SAG-AFTRA has now been on strike for over 100 days, making this the organization’s longest and most drawn-out strike in history. After months of witnessing our favorite actors, comedians, and directors picket outside major movie studios, we are all likely wondering the same thing: When will this strike be over?
Despite social and financial pressures, negotiations remain ongoing between SAG-AFTRA and the AMPTP, the entertainment industry’s official collective bargaining representative. On October 31st, the union’s chief negotiator Duncan Crabtree-Ireland led direct virtual talks with AMPTP president Carol Lombardini, while breakout groups of lawyers and specialists delved into the details on specific items.

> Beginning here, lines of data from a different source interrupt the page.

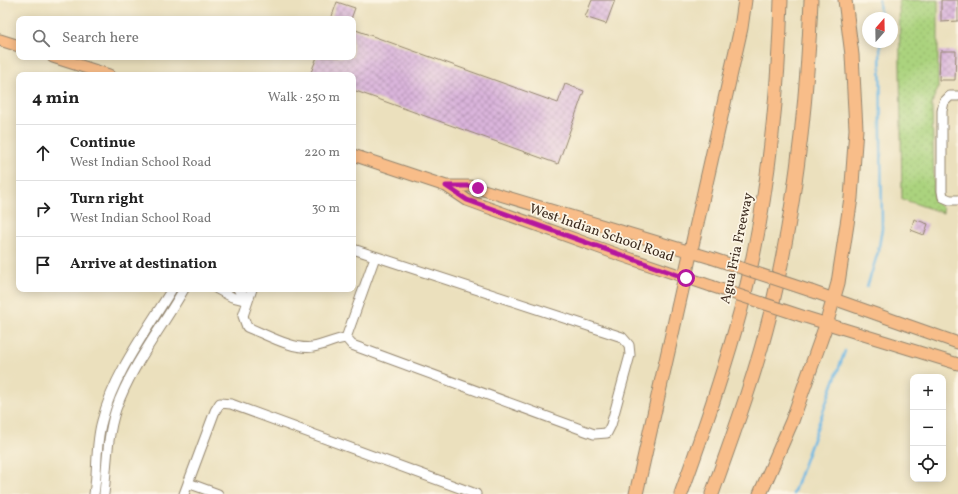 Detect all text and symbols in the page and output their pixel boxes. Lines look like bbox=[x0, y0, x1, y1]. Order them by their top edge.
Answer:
north arrow bbox=[862, 12, 898, 48]
search box bbox=[16, 16, 356, 60]
icon: search bbox=[30, 27, 52, 49]
text: Search here bbox=[62, 28, 139, 49]
text: 4 min bbox=[32, 87, 79, 110]
text: Walk · 250 m bbox=[268, 89, 340, 107]
text: Continue bbox=[70, 133, 135, 154]
icon: ahead bbox=[32, 142, 54, 164]
text: 220 m bbox=[304, 144, 340, 162]
text: West Indian School Road bbox=[70, 154, 211, 172]
route end bbox=[469, 179, 487, 197]
text: Turn right bbox=[70, 189, 144, 210]
street label: Agua Fria Freeway bbox=[716, 190, 759, 306]
icon: right bbox=[32, 198, 54, 220]
text: 30 m bbox=[312, 200, 340, 218]
street label: West Indian School Road bbox=[526, 200, 677, 267]
text: West Indian School Road bbox=[70, 210, 211, 228]
icon: arrive bbox=[32, 254, 54, 276]
text: Arrive at destination bbox=[70, 254, 217, 275]
route start bbox=[677, 269, 695, 287]
map controls bbox=[910, 374, 946, 482]
button: + bbox=[910, 374, 946, 410]
button: − bbox=[910, 410, 946, 446]
button: locate bbox=[910, 446, 946, 482] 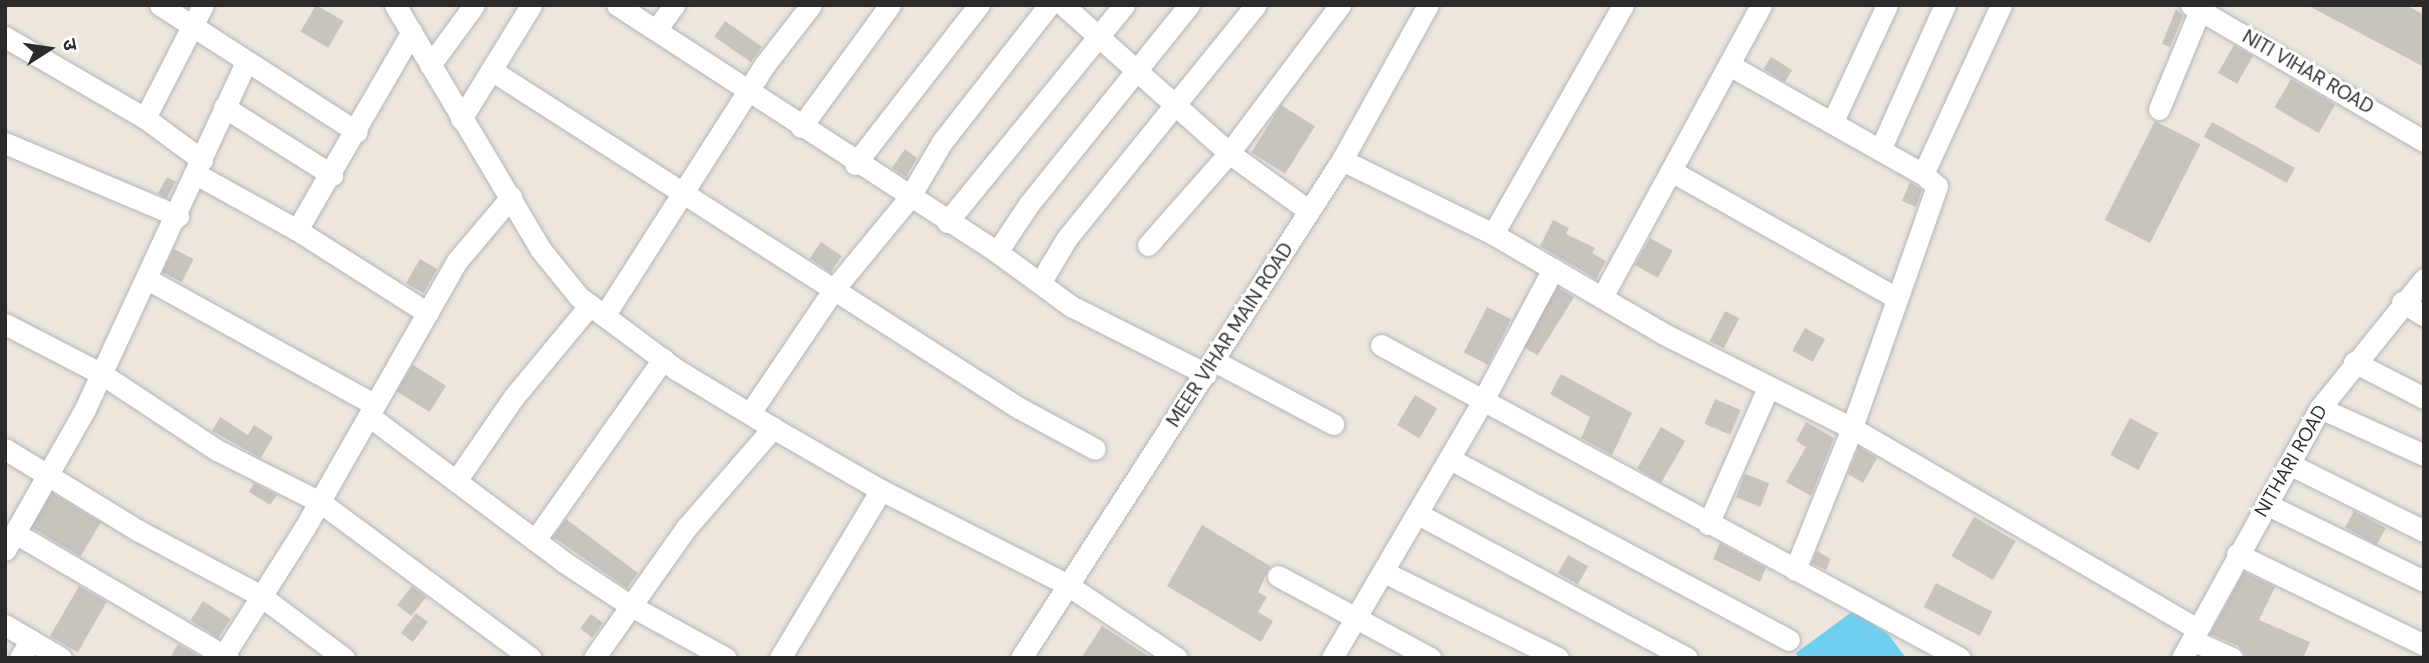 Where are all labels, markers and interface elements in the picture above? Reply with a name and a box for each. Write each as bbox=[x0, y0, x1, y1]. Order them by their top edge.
north arrow bbox=[14, 14, 84, 84]
street label: NITI VIHAR ROAD bbox=[2238, 25, 2378, 119]
text: उ bbox=[57, 36, 83, 53]
street label: MEER VIHAR MAIN ROAD bbox=[1162, 239, 1298, 431]
street label: NITHARI ROAD bbox=[2250, 401, 2332, 521]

The union’s teams of negotiators and attorneys are attempting to devise a collective bargaining agreement with two major requirements.
First, SAG-AFTRA wants to guarantee that actors receive fair and adequate compensation for their work on streaming platforms. Its proposed revenue-sharing scheme, which has been vehemently rejected by the AMPTP, seeks to multiply the number of global subscribers on a platform each quarter by the percentage of content viewed on that platform—a number amounting to less than fifty-seven cents per subscriber per year. The money generated by this arrangement would then go into a fund to be managed by SAG-AFTRA representatives, whose trustees would determine how to distribute the money. This arrangement would cost studios around $500 million per year, amounting to almost four times the $126 million in residuals paid out to SAG-AFTRA members in 2022. Many industry executives are intensely opposed to the idea, with Netflix co-CEO Ted Sarandos calling the proposal “a bridge too far.” But is it really? According to USC Marshall School of Business adjunct professor Sanjay Sharma, at fifty-seven cents per subscriber, this sum would not be the “untenable economic burden” that the AMPTP represented it as, but instead, would be equivalent to the amount of revenue lost when one block-buster film fails at the box office.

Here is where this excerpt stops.